◆ Your instructions
Reproduce each line from the records that holds "this".

◆ Input
__________

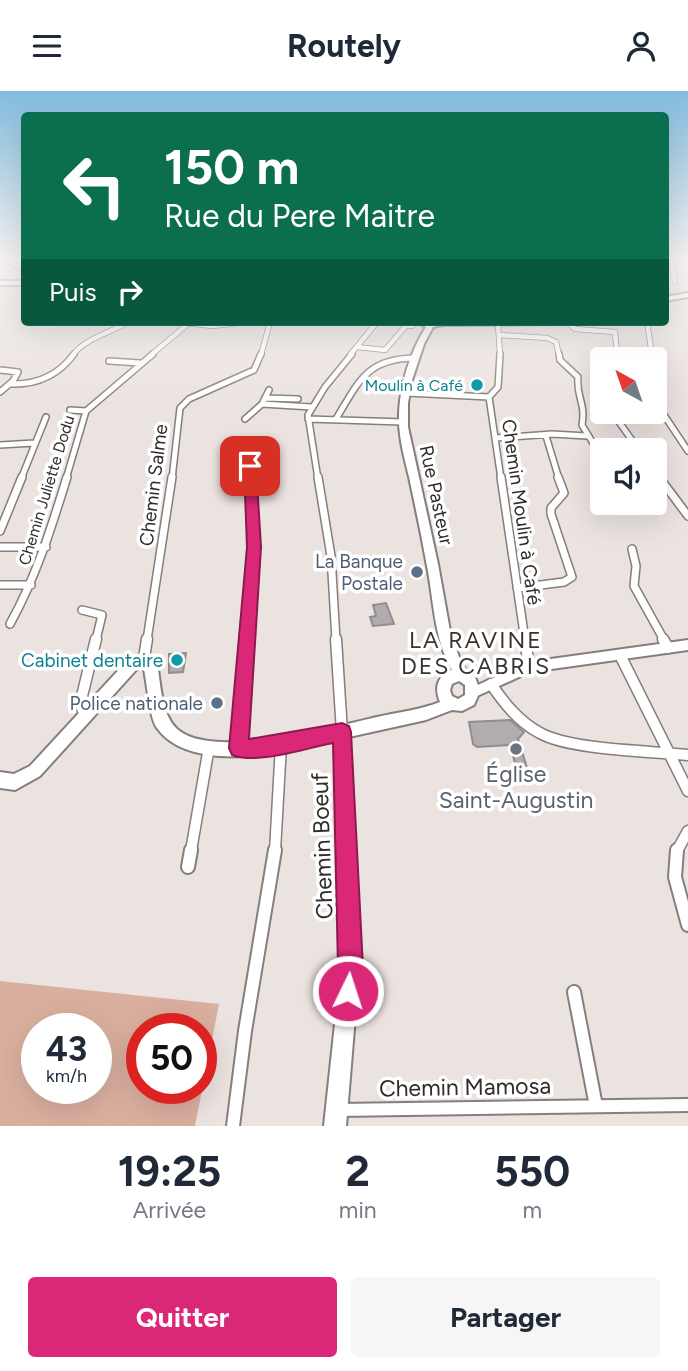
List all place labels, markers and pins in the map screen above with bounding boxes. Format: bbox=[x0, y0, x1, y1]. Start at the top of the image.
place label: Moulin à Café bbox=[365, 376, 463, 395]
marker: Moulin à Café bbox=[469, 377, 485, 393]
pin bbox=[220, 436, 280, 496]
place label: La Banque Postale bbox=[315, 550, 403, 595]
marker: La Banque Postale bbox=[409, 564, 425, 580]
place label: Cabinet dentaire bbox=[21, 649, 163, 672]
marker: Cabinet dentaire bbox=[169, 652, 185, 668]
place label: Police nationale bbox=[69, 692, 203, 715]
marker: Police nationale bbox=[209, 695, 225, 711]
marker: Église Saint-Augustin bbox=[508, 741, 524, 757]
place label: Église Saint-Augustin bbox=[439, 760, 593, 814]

__________

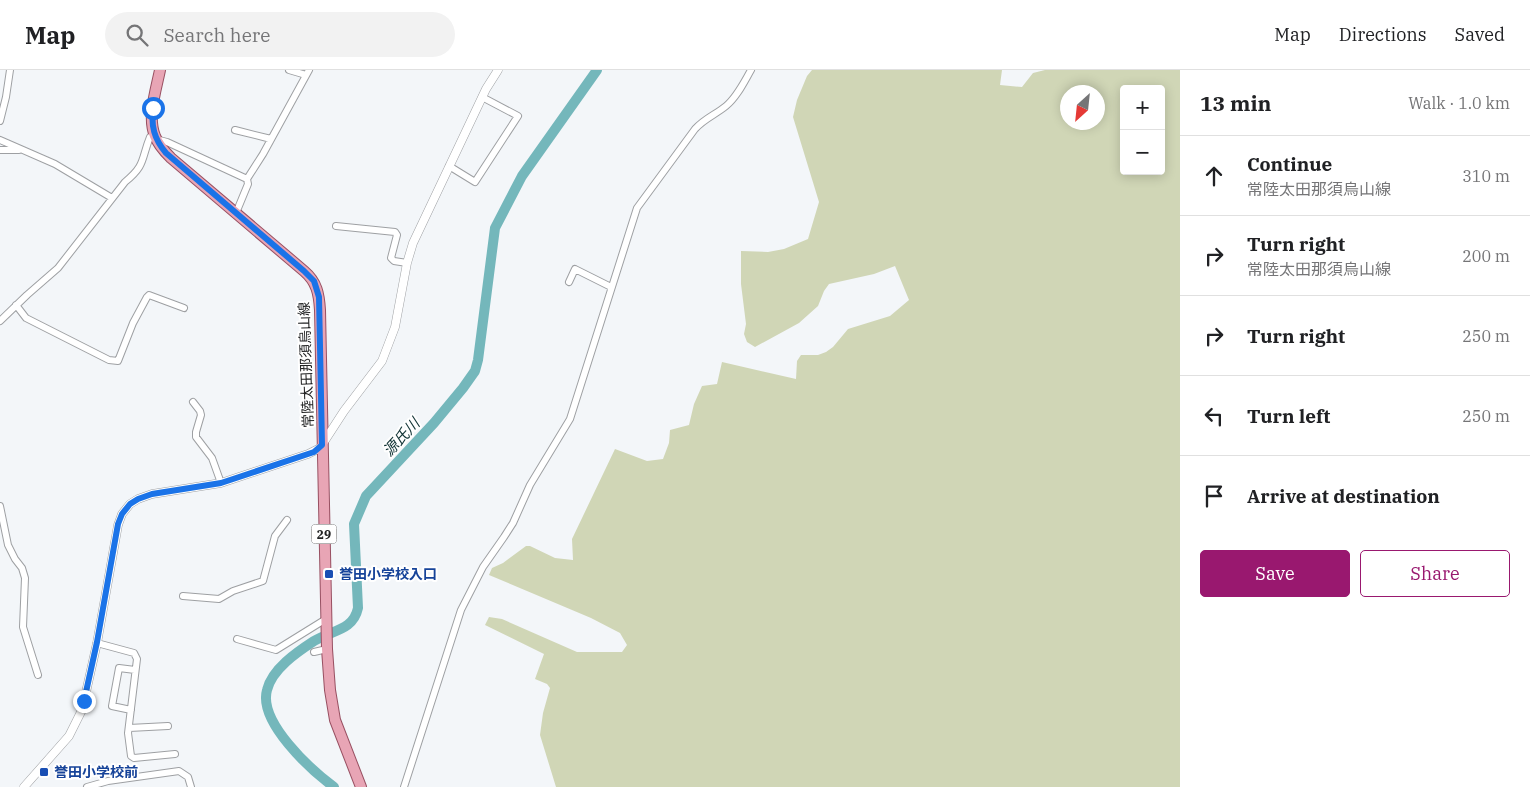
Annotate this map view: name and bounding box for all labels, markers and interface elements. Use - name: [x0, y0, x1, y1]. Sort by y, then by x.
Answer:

__________

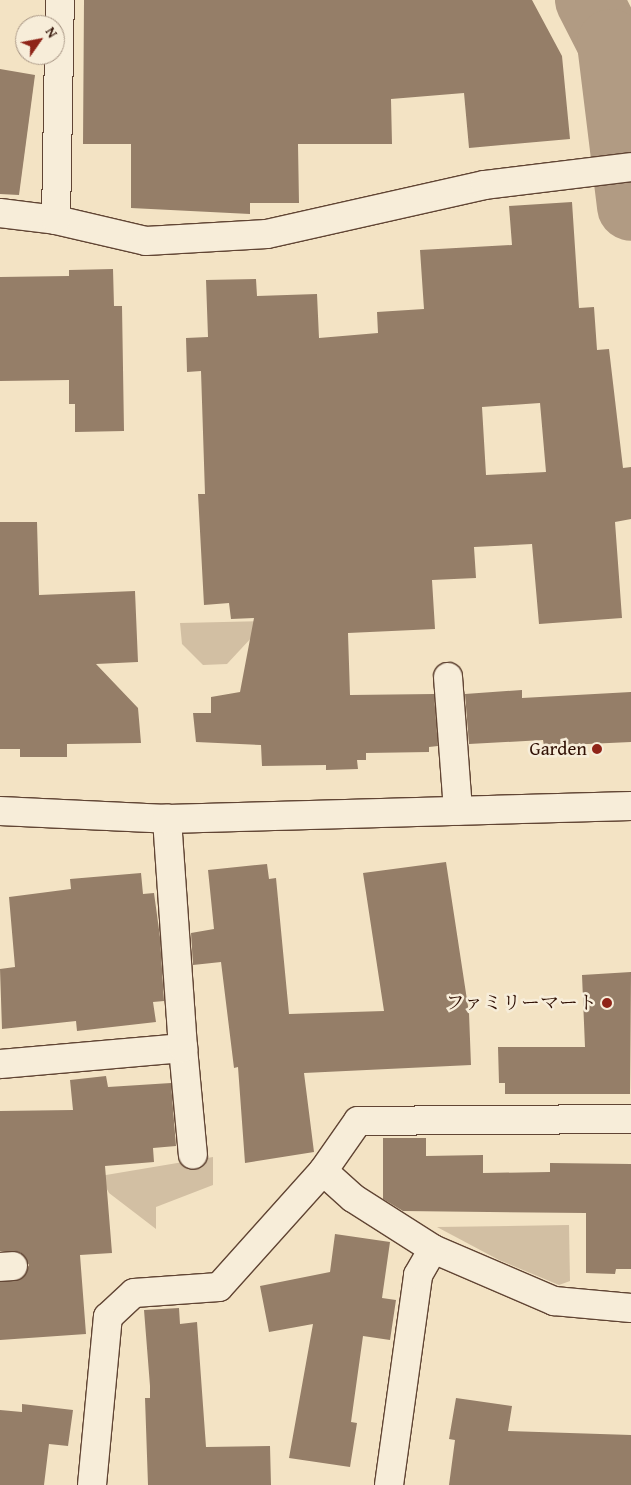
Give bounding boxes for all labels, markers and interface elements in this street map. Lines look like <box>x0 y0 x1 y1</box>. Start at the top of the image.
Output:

__________

◆ Task solution
Annotate this map view: name and bounding box for all labels, markers and interface elements. Use - name: [x0, y0, x1, y1]. Sort by y, then by x.
Give bounding boxes for all labels, markers and interface elements in this street map. Lines look like <box>x0 y0 x1 y1</box>. Start at the top of the image.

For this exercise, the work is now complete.